Let the two adjacent sides be 4x cm and 3x cm.

∴ \(\overline{\mathrm{AB}}\) = 4x cm and \(\overline{\mathrm{AD}}\) = 3x cm

Diagonal BD = 20 cm

∴ In the right ∆DAB,

AB^{2} + AD^{2} = BD^{2} [From Pythagoras Theorem]

⇒ (4x)^{2} + (3x)^{2} = (20)^{2}

⇒ 16x^{2} + 9x^{2} = 400

⇒ 25x^{2} = 400

⇒ x^{2} = 16

⇒ x = 4

∴ Length of the sides are 4 × 4 = 16 cm and 4 × 3 = 12 cm

Hence the perimeter = 2[l + b]

= 2[16 + 12]

= 56 cm.

Question 4.

ABCD is a rhombus whose diagonals intersect at O. Show that ∆AOB ≅ ∆COD.

Solution:

In ∆AOB and ∆COD

∠1 = ∠2 [Alternate angles]

∠3 = ∠4 [Alternate angles]

\(\overline{\mathrm{AB}}=\overline{\mathrm{DC}}\) [Sides of a rhombus]

∴ ∆AOB ≅ ∆COD [ASA]

Question 5.

The diagonals of a rectangle ABCD intersect at O. If ∠BOC = 70°, find ∠ODA.

Solution:

∠AOD = ∠BOC [Vertically opposite angles]

∴ ∠AOD = 70° [Given]

∠ODA = ∠OAD = x [Let]

[Angles opposite to equal sides of a ∆ are also equal]

∴ In ∆AOD

∠x + ∠x + 70° = 180° [Angle sum property of a ∆]

⇒ 2∠x = 180° – 70°

⇒ 2∠x = 110°

⇒ ∠x = 55°

Hence ∠ODA = 55°.

Question 6.

ABC and ADC are two equilateral triangles on a common base AC. Find the angles of the resulting quadrilateral. Show that it is a rhombus.

Solution:

∆ABC is an equilateral triangle. [Given]

∴ AC = AB = AC ……(i)

[Property of equilateral triangle]

Similarly in ∆ADC

AC = AD = DC …….(ii)

From (i) and (ii) we get,

AB = BC = CD = DA

Hence ABCD is a rhombus.

Question 7.

ABCD is a rectangle in which \(\overline{\mathrm{DP}}\) and \(\overline{\mathrm{BQ}}\) are perpendiculars from D and B respectively on diagonal \(\overline{\mathrm{AC}}\). Show that

(i) ∆ADP ≅ ∆CBQ

(ii) ∠ADP = ∠CBQ

(iii) \(\overline{\mathrm{DP}}=\overline{\mathrm{BQ}}\)

Solution:

(i) In ∆ADP and ∆CBQ

\(\overline{\mathrm{AD}}=\overline{\mathrm{BC}}\) [Opposite sides of a rectangle]

∠DPA = ∠BQC = 90° [Given]

∠DAP = ∠BCQ [Alternate angles]

∴ ∆ADP ≅ ∆CBQ [By AAS Property]

(ii) ∠ADP = ∠CBQ [C.P.C.T.]

(iii) \(\overline{\mathrm{DP}}=\overline{\mathrm{BQ}}\) [C.P.C.T.]

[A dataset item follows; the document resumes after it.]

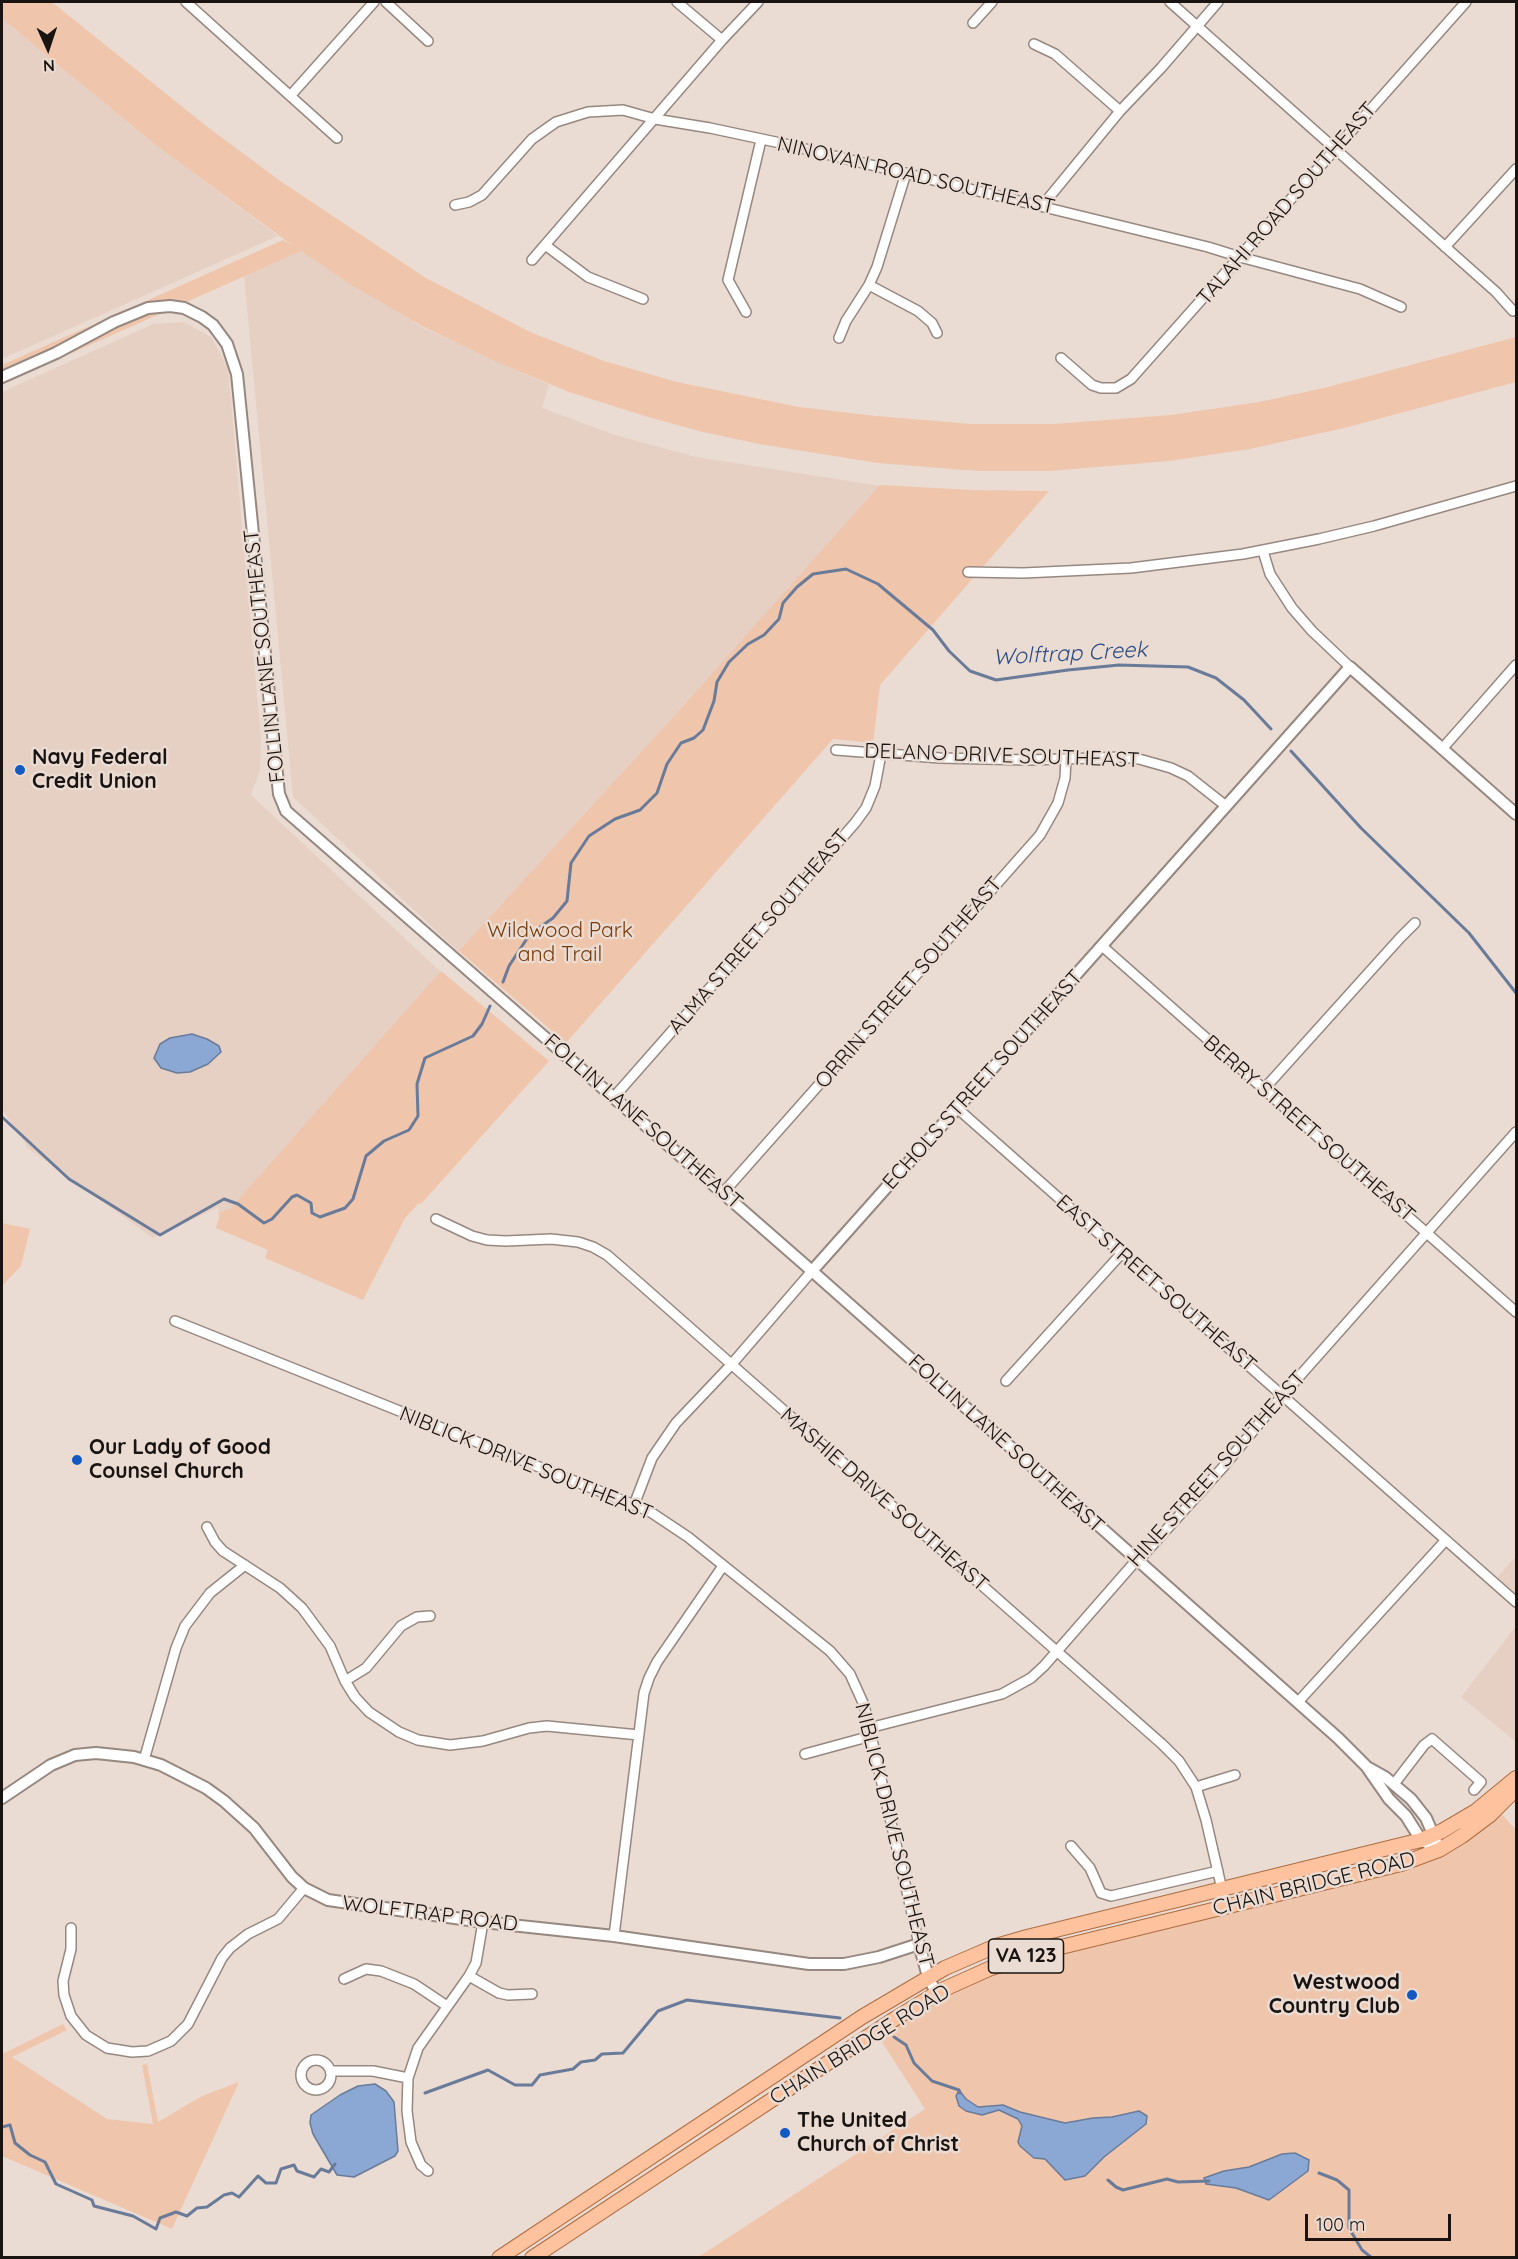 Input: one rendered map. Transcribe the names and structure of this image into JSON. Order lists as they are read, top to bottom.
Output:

### DAV Class 8 Maths Chapter 11 Value Based Questions

Question 1.

There was a wasteland near a locality in the shape of a parallelogram ABCD. The residents of the locality, with the permission of concerned authorities decided to fence the land and convert it into a park with shady trees, plants, and a small herbal garden. The perimeter of the land is 320 m. Length AB of the land is 100 m. The fencing has to be done only along sides AB, BC, and CD of the land. AD will be used as a gate.

(i) Find the cost of fencing the land at ₹ 26 per meter.

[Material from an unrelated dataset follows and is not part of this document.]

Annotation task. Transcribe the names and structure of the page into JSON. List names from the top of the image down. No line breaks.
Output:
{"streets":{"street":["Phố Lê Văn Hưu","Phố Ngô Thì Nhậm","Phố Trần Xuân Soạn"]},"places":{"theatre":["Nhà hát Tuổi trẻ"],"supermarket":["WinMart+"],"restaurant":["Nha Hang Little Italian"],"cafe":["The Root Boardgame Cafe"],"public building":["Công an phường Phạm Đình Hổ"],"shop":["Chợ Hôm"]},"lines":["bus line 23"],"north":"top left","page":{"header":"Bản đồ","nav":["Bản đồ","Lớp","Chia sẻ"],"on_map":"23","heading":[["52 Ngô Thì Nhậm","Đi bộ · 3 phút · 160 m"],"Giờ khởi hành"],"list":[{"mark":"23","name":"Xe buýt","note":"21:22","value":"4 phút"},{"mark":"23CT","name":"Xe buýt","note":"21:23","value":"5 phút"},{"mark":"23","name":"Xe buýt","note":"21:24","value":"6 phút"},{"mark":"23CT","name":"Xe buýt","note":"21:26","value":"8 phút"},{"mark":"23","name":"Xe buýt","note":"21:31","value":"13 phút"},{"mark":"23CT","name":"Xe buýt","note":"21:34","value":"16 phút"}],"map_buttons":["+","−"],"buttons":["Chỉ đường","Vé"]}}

(ii) Do you like the idea of the residents converting Wasteland into a park? Why?

(iii) In what other ways can you make use of wasteland?

Solution:

(i) Given: Perimeter of the land = 320 m

Length AB = 100 m

Let the length BC be x m.

Then, AB + BC + CD + AD = 320 m

⇒ 100 + x + 100 + x = 320 m (∵ Opposite sides of a parallelogram are equal)

⇒ 200 + 2x = 320 m

⇒ 2x = 120 m

⇒ x = 60 m

∴ The length of fencing = AB + BC + CD

= 100 + 60 + 100

= 260 m

Cost of the fencing land = ₹ 26 × 260 = ₹ 6760

(ii) Yes, we like the idea of the residents converting wasteland into a park. Because, by doing so, we can get fresh air and medicinal plants. We can also do exercise in such a healthy atmosphere.

(iii) We can use the wasteland to make orphanages, hospitals, schools, and/or yoga centers.